How to Build a Spice Rack That Feels Like Home

There’s a memory I carry with me like a tiny jar of something precious, tucked on the highest shelf—faded with time but never forgotten.

My dad loved to cook.

Not just the follow-the-recipe kind of cooking, but the playful, curiosity-driven kind. The kind that had our kitchen smelling like five different countries in a single week. He collected recipes the way others collected stamps—clippings from Reader’s Digest, handwritten scribbles from friends, old newspaper cutouts, all lovingly stashed in a shoe box he kept above the fridge like it was a treasure chest.

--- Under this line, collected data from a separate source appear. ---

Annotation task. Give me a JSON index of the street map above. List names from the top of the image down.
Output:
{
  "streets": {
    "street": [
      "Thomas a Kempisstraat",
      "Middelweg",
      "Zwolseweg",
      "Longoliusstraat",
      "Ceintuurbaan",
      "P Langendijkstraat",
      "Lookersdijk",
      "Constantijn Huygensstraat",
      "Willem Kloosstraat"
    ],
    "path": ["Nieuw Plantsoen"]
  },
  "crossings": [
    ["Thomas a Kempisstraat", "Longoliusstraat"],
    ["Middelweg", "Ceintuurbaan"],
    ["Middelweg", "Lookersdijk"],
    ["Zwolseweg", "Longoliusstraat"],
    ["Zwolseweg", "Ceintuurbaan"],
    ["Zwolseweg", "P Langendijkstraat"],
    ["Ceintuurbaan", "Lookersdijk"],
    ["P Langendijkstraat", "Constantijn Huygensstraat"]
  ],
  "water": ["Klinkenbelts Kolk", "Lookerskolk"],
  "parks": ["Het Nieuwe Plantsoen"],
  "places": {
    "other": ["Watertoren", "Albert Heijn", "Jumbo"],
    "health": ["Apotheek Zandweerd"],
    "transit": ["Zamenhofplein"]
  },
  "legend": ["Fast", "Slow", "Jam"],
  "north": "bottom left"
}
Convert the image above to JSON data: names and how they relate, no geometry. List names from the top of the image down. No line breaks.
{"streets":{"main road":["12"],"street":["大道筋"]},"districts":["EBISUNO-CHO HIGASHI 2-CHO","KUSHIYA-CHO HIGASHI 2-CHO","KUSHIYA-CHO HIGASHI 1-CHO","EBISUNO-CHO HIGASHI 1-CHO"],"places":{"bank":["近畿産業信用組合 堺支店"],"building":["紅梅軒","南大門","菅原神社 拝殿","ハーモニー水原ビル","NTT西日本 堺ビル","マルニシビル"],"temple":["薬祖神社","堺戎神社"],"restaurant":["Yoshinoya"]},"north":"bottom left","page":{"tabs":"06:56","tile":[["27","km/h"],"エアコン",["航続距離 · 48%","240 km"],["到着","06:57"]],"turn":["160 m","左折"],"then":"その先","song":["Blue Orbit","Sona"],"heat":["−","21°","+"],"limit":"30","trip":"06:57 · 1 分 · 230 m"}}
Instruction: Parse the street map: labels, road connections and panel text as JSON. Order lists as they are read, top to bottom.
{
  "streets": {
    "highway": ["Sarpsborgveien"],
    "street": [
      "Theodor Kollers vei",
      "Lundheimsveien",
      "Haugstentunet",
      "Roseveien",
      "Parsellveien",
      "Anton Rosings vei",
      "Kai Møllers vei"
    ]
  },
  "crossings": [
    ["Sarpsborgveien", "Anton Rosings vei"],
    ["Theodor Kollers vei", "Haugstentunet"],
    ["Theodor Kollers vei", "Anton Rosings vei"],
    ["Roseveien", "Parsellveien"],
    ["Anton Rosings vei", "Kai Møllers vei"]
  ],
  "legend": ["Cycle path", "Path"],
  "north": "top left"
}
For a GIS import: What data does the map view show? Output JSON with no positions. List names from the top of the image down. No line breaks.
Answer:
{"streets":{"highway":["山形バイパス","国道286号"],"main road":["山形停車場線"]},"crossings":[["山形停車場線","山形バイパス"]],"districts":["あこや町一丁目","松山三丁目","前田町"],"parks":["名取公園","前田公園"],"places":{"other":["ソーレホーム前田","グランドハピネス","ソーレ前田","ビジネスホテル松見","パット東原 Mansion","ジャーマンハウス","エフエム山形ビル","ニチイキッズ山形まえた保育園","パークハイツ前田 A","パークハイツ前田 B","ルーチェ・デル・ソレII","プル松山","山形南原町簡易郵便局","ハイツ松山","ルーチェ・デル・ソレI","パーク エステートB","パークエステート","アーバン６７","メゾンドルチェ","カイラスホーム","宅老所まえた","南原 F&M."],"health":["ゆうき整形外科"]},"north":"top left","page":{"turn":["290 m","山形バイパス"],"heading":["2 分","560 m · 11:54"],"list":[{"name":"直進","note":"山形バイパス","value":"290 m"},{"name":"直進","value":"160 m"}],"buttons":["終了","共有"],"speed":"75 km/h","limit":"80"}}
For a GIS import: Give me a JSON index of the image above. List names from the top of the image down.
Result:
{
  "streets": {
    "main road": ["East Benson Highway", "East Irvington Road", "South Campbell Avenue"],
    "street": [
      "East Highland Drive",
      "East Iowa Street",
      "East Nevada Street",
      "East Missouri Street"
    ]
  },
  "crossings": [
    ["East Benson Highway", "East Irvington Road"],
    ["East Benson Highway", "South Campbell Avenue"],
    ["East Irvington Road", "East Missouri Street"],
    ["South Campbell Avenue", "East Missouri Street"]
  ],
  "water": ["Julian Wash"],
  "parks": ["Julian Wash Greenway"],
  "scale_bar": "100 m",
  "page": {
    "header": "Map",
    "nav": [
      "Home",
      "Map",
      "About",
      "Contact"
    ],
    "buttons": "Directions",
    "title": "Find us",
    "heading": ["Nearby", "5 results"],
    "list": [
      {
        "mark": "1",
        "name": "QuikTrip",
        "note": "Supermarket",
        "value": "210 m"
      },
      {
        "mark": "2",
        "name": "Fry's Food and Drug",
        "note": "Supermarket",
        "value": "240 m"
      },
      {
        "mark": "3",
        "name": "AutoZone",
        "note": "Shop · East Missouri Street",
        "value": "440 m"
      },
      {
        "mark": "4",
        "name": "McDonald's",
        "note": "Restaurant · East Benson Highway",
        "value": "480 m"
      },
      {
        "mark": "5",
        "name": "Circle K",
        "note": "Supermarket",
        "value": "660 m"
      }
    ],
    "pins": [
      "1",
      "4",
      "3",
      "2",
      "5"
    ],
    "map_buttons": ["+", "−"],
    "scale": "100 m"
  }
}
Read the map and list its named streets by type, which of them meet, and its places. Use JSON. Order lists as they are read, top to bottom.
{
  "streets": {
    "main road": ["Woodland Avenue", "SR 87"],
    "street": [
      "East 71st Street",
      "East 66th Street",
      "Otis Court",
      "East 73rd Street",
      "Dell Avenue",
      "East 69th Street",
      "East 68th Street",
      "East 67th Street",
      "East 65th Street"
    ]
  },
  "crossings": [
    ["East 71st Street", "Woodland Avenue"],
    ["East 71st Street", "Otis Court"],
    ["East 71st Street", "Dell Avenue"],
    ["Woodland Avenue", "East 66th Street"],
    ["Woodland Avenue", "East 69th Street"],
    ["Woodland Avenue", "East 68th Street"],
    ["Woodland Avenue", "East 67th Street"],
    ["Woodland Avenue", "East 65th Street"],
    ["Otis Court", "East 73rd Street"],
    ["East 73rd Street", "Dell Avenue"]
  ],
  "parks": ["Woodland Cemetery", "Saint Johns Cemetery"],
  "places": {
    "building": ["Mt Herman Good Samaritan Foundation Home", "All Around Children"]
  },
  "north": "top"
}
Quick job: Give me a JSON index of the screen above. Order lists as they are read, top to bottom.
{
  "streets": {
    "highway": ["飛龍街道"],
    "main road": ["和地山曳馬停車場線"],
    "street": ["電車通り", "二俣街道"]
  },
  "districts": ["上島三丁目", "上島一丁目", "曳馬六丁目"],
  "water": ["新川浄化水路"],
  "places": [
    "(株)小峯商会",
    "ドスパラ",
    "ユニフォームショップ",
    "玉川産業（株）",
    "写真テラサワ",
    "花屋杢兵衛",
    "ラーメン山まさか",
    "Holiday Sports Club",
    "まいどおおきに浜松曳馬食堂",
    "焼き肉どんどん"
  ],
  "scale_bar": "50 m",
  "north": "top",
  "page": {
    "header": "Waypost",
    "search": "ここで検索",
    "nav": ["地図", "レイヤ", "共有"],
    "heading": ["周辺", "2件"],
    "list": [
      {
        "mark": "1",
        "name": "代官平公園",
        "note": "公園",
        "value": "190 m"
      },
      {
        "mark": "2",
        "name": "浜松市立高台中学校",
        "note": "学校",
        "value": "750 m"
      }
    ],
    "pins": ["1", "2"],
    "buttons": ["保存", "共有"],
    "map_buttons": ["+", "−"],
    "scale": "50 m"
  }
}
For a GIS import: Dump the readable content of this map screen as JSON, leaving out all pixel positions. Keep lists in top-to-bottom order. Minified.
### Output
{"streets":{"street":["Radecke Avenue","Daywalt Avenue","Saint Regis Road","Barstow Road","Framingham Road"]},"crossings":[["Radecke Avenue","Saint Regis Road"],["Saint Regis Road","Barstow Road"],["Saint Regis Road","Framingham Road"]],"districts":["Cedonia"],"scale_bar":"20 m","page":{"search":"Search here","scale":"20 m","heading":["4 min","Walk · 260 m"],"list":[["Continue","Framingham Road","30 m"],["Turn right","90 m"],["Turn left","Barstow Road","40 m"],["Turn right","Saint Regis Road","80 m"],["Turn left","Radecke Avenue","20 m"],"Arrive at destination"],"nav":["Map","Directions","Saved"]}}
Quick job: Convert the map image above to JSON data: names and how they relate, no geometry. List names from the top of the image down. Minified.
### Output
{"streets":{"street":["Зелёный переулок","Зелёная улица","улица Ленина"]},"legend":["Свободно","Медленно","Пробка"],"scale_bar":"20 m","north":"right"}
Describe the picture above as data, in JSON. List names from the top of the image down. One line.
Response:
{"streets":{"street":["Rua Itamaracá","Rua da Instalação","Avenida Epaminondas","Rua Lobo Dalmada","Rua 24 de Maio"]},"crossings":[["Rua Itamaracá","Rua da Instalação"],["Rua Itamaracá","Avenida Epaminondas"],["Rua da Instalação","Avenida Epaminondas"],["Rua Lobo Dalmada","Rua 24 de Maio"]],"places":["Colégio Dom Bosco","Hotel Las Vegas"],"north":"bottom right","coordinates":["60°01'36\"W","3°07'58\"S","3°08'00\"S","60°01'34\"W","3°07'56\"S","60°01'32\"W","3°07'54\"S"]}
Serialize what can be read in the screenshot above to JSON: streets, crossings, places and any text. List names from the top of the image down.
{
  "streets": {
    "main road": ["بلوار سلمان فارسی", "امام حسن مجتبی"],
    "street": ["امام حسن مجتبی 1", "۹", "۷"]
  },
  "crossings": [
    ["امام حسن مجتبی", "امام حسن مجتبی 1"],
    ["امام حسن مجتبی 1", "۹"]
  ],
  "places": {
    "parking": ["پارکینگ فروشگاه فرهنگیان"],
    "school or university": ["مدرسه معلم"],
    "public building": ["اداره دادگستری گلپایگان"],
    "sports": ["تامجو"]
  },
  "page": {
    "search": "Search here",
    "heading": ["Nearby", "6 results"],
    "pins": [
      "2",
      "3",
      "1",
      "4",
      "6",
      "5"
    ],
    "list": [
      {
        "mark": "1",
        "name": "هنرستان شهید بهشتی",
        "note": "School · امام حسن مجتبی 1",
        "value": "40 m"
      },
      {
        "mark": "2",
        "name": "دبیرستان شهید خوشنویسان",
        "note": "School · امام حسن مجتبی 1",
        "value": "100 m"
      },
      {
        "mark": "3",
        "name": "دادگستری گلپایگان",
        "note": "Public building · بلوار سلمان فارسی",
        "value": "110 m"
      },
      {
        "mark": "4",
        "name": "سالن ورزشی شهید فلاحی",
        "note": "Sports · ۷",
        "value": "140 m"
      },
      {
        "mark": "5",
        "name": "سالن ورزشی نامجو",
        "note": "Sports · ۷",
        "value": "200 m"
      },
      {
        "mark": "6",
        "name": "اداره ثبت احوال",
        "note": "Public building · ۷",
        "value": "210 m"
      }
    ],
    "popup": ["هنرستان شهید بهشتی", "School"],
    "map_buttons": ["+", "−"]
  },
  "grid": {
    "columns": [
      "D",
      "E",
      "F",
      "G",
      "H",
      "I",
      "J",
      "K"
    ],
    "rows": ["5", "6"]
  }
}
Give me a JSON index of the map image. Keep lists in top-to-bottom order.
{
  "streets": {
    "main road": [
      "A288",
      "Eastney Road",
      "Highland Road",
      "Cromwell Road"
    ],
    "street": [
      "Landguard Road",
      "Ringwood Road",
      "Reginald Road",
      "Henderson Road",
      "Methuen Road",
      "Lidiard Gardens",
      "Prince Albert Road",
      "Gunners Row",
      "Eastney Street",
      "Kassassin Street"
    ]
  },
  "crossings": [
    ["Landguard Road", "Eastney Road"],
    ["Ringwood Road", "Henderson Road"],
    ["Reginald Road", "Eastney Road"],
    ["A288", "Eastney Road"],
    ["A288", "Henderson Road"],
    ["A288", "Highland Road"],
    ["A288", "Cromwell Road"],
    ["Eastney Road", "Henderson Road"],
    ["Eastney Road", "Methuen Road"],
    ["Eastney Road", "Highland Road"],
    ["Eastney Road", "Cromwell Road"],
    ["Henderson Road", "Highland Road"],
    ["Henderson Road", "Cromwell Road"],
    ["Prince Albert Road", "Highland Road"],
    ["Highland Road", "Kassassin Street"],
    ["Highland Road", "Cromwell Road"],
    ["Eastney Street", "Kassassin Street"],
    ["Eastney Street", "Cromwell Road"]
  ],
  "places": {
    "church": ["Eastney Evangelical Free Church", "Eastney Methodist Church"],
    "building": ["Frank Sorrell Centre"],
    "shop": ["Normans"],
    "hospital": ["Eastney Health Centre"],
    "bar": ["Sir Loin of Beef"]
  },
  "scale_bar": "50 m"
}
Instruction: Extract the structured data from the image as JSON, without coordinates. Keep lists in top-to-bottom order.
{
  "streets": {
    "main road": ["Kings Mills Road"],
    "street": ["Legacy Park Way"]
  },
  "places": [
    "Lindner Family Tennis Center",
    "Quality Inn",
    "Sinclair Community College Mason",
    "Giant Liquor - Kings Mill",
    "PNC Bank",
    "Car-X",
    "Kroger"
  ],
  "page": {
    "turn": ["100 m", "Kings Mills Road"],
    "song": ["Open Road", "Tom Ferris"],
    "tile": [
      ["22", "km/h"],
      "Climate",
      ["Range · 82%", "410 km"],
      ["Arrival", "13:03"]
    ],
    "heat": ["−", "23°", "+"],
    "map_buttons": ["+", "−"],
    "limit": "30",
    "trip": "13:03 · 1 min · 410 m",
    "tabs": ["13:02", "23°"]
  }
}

One of my favourites? His Nasi Goreng—an Indonesian fried rice dish so flavourful and fiery that it practically danced on your tongue. He’d make it for me and my friends during those high school years when our house felt more like a train station than a home. Kids coming and going, dropping backpacks and stories, always knowing there’d be something good on the stove and someone who was genuinely glad you were there.

Because that’s who my dad was. It didn’t matter who you were, where you came from, or why you were there—you belonged. And he’d feed you like you were family.

There’s a quote I stumbled upon recently that stopped me in my tracks:

“I can’t stop thinking about how love is stored in the kitchen. When somebody cooks for you or you make food for somebody, that’s the purest corner of the heart that gets on the plate.”

Yep. That’s my dad. Right there in one sentence.

And if there was one thing he loved almost as much as feeding people, it was his spice rack. It was his pride and joy. A living, breathing museum of his culinary adventures. I still remember the excitement in his eyes the day he bought saffron for the first time—this tiny vial of golden threads that cost more than a fancy bottle of wine. He held it like it was treasure. And it was. I still have that very same bottle.

When I was a teenager, I spent one hot summer afternoon peeling off every old, sticky label on his jars. I made him new ones. Neat, matching, crisp. A makeover that still kept the story intact. Some of those jars, I still use in my own kitchen today. I’ve updated the labels again—of course—but kept the jars. They remind me of him. Of who I learned to be in the kitchen. Of what it means to feed someone not just with food, but with love.

So when I put together my own spice rack, I knew exactly what I wanted. An eclectic mix of old and new. Some jars with decades of fingerprints and others shiny and just unboxed. Repurposed, mismatched, full of stories. But with matching labels to bring them together—to remind me that even if they look different, even if they came from different places, they all belong.

Just like our kitchen.

Just like our table.

Just like our gatherings.

It doesn’t matter how old the jar is, where it came from, or why it’s there—it belongs.

And that’s the kind of table I want to set. One where everything—and everyone—has a place.